[Task details] Each line below from the one containing "display:grid; place-items:center; width:50px;" through the one containing "display:flex; align-items:center; justify-content:space-between;" should be output exactly as it stands, and no other line should appear.

[Data in this exercise]
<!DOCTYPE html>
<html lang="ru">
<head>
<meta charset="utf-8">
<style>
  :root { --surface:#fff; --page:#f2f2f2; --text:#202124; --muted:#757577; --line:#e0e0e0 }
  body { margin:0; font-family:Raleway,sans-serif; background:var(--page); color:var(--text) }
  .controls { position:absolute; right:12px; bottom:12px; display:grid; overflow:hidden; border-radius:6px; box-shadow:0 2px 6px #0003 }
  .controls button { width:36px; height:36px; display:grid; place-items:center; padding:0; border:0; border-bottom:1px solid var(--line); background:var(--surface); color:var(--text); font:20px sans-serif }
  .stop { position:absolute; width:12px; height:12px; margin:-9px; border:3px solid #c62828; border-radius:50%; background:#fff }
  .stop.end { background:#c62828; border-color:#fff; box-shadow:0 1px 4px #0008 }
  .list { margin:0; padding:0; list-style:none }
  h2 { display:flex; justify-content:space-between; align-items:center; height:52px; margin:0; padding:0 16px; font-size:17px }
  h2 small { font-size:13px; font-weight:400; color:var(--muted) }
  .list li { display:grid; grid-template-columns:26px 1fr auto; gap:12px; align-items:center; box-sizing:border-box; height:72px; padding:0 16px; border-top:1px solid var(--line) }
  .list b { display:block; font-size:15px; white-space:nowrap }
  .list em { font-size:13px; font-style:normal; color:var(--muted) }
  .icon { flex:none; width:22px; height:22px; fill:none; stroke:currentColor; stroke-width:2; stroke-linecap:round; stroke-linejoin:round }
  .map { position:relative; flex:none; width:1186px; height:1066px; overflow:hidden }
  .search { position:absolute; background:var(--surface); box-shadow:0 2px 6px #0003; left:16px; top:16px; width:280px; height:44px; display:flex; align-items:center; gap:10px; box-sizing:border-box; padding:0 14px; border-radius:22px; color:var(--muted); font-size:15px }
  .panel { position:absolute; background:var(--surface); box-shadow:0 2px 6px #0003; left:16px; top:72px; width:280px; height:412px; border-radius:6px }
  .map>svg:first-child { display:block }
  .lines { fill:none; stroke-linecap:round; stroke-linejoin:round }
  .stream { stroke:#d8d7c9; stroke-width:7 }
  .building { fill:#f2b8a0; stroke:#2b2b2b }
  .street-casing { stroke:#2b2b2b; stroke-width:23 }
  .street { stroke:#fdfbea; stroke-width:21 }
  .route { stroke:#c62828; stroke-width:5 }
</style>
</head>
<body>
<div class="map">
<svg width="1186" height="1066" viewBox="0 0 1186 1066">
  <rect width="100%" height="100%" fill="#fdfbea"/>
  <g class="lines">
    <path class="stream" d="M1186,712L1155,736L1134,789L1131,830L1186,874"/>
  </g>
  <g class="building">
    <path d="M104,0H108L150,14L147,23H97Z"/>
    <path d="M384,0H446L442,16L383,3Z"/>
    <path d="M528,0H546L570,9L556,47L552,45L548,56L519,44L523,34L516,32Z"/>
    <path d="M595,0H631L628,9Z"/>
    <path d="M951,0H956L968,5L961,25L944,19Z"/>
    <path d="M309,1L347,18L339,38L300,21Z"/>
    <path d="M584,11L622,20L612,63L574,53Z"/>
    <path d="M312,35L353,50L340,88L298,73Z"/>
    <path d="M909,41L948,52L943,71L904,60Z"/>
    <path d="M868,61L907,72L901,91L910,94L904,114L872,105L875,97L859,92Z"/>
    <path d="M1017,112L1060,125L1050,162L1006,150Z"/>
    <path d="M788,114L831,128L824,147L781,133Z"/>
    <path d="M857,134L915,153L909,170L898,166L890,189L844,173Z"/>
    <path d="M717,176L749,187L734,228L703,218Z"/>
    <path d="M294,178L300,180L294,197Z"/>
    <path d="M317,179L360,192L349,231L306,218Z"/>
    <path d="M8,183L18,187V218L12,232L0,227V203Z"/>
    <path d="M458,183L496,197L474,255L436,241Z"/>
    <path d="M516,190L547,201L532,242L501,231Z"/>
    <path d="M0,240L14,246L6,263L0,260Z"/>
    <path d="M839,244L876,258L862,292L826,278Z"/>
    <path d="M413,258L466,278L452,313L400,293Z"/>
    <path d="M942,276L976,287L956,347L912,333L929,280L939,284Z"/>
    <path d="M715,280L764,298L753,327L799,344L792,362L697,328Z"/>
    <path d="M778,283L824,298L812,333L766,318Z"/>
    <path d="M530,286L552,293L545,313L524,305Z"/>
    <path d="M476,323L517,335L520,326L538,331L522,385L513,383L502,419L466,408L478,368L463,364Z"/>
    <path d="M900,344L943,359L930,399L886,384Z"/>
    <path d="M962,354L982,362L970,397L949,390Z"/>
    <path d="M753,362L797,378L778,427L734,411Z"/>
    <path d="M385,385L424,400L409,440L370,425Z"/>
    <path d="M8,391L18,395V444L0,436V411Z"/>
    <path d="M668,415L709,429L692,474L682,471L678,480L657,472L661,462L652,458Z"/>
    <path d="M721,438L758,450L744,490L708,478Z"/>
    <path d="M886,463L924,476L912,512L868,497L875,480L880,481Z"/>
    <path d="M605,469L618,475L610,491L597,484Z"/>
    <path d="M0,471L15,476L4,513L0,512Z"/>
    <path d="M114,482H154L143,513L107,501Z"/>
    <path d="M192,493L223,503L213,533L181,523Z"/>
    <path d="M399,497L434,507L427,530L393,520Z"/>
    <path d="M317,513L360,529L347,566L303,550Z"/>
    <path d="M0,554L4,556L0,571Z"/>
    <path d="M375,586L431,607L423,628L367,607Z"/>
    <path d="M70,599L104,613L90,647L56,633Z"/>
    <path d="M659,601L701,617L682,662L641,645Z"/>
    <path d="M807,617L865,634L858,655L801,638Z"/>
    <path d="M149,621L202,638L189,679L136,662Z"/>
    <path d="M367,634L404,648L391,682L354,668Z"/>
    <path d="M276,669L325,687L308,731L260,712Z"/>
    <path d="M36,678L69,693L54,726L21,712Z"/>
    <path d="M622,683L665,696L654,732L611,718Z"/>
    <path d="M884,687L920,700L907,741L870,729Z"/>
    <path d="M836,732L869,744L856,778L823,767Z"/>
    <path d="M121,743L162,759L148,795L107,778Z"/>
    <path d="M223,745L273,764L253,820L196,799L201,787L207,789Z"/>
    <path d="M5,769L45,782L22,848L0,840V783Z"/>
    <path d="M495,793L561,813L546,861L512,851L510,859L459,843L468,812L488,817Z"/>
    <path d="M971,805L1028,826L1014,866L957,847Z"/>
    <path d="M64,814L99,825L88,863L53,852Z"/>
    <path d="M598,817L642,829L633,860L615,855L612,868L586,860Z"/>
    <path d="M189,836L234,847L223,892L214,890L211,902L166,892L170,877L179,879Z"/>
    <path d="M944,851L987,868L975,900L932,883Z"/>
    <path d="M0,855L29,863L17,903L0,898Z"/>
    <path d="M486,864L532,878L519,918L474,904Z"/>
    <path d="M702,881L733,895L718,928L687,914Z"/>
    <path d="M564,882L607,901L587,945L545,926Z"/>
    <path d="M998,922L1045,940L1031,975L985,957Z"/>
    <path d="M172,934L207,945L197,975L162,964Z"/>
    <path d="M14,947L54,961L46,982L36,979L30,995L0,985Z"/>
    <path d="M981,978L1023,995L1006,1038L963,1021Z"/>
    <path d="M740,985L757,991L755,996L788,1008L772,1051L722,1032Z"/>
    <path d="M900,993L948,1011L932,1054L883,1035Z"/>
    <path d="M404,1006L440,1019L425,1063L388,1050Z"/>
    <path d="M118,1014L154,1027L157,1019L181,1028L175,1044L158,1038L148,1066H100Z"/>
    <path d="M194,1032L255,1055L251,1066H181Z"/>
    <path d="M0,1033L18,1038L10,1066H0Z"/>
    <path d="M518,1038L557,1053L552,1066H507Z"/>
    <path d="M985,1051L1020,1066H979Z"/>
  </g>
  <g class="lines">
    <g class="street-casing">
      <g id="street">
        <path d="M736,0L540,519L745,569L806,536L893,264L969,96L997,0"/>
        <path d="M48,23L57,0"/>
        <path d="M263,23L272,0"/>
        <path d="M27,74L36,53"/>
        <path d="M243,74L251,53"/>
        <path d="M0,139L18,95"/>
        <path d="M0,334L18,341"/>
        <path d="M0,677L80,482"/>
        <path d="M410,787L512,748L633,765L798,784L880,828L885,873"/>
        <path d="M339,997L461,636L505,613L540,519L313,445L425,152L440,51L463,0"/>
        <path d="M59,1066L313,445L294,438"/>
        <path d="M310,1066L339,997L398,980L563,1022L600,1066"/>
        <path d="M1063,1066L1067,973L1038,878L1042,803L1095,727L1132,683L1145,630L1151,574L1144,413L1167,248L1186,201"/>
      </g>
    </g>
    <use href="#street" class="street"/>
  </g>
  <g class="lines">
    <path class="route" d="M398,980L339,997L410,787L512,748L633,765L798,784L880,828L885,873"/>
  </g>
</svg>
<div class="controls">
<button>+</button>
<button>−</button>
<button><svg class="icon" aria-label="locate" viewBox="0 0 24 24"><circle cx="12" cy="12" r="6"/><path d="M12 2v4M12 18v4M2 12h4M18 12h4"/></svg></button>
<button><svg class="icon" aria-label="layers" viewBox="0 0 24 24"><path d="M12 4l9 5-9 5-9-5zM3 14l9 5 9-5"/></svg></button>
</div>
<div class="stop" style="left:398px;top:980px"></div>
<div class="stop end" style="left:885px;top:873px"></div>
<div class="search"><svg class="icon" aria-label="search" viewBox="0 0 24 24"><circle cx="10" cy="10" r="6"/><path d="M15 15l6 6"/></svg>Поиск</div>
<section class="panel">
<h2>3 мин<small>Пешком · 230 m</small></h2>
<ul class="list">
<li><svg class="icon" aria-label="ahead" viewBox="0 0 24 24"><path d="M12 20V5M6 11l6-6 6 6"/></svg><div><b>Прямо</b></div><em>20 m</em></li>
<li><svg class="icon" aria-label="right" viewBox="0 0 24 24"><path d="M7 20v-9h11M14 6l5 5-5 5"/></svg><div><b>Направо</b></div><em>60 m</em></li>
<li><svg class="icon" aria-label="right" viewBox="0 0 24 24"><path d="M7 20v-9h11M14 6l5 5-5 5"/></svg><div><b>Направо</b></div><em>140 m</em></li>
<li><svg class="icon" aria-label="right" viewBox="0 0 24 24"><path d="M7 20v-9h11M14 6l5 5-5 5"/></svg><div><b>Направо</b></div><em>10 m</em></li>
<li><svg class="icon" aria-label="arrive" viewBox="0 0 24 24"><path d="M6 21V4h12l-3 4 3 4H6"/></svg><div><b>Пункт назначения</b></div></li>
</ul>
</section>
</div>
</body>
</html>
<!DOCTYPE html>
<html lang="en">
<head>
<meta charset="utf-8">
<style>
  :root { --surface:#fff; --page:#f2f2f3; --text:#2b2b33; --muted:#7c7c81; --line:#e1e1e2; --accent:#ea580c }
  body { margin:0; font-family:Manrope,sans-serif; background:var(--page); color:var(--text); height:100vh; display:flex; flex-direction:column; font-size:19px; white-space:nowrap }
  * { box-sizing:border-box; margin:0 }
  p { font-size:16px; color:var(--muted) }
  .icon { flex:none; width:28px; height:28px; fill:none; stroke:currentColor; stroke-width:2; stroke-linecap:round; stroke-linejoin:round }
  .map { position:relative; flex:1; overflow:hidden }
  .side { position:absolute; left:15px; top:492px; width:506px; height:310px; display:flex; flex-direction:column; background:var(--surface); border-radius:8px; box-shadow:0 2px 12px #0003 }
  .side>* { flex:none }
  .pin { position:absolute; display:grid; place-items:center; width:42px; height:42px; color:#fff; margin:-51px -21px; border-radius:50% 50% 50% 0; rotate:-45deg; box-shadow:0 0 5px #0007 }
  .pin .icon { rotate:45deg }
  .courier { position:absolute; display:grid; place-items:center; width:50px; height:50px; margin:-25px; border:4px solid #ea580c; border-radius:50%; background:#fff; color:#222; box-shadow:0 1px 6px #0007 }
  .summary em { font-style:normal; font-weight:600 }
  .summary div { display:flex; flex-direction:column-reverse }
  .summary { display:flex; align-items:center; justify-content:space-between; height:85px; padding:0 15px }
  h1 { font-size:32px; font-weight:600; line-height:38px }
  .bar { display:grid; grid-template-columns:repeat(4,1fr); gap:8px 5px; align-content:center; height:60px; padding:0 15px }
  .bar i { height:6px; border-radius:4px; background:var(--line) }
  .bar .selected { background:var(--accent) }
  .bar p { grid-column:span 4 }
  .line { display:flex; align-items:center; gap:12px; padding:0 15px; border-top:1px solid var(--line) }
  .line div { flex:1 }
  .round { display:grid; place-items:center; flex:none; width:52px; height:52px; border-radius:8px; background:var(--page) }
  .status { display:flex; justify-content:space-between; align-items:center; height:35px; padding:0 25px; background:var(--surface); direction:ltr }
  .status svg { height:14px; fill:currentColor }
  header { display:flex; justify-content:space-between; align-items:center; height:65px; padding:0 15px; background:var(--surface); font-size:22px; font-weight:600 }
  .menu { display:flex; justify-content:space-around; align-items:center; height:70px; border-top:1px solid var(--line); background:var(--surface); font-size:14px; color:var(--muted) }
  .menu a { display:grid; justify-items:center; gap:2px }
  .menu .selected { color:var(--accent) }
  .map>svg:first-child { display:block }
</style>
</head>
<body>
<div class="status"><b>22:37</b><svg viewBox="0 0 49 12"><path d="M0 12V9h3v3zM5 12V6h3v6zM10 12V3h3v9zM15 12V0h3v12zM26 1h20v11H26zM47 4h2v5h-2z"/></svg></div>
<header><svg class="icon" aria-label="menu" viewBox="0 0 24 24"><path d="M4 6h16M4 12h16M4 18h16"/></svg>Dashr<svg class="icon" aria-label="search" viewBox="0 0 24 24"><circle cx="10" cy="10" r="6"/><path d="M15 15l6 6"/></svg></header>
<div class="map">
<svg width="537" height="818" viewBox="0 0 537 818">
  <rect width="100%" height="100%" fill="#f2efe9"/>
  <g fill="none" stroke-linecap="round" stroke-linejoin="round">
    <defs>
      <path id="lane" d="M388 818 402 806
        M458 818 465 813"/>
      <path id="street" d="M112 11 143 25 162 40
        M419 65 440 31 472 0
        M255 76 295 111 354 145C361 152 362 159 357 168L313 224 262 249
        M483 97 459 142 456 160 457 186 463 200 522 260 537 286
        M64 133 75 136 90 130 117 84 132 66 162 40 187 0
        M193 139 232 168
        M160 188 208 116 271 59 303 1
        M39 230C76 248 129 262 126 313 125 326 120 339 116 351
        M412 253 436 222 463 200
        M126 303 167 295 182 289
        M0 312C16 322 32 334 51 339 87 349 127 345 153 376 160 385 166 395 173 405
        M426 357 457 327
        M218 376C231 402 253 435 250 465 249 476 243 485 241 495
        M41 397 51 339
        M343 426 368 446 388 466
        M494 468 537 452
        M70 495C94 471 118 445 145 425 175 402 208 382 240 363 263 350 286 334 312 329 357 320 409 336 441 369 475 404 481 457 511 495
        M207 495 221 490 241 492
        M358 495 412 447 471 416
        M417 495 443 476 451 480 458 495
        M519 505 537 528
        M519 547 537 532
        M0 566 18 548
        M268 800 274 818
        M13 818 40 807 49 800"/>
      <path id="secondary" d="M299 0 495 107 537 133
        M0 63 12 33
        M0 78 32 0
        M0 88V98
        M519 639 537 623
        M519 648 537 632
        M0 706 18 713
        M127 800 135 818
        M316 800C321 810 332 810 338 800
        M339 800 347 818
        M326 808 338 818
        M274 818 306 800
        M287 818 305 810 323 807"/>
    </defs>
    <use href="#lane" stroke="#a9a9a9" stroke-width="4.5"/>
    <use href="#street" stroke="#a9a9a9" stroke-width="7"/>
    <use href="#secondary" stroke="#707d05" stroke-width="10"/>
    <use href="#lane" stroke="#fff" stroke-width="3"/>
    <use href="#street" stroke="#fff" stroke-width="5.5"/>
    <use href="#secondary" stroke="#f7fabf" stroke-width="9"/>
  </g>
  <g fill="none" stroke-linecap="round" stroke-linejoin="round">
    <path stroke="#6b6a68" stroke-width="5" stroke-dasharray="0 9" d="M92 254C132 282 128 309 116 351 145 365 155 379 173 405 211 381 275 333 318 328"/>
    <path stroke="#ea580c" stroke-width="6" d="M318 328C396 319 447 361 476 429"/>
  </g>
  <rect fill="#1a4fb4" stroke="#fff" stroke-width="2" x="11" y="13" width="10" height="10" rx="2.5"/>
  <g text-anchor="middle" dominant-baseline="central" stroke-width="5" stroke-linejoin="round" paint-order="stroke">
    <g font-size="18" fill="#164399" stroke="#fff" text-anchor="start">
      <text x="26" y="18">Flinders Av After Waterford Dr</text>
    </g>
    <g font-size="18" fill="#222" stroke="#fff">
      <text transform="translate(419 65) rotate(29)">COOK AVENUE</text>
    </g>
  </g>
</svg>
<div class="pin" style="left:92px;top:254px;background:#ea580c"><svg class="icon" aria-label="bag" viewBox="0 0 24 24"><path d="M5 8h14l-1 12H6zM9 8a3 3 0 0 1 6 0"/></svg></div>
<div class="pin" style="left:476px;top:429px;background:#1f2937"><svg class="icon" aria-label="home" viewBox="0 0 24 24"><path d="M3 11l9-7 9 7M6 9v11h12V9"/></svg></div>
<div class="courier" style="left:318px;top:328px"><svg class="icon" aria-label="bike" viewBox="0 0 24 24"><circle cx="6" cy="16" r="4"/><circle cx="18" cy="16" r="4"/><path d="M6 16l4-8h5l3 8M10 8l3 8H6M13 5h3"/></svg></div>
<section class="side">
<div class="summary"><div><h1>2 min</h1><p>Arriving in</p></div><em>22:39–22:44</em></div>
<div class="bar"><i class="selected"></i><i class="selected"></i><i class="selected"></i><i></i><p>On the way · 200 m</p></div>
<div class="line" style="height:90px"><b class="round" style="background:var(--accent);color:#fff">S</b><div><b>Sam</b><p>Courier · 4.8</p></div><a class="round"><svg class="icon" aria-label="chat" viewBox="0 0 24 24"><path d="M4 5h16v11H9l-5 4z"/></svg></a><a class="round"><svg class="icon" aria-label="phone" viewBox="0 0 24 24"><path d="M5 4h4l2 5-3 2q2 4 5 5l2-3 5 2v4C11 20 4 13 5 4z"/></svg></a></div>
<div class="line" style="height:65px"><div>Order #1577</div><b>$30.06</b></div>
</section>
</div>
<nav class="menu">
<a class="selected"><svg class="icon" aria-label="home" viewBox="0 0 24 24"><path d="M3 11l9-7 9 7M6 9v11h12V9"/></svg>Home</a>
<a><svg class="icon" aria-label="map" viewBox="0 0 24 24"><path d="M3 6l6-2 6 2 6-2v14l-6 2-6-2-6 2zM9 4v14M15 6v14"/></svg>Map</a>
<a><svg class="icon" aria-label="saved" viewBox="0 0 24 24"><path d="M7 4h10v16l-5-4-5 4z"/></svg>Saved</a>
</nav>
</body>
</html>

[Problem solution]
  .courier { position:absolute; display:grid; place-items:center; width:50px; height:50px; margin:-25px; border:4px solid #ea580c; border-radius:50%; background:#fff; color:#222; box-shadow:0 1px 6px #0007 }
  .summary em { font-style:normal; font-weight:600 }
  .summary div { display:flex; flex-direction:column-reverse }
  .summary { display:flex; align-items:center; justify-content:space-between; height:85px; padding:0 15px }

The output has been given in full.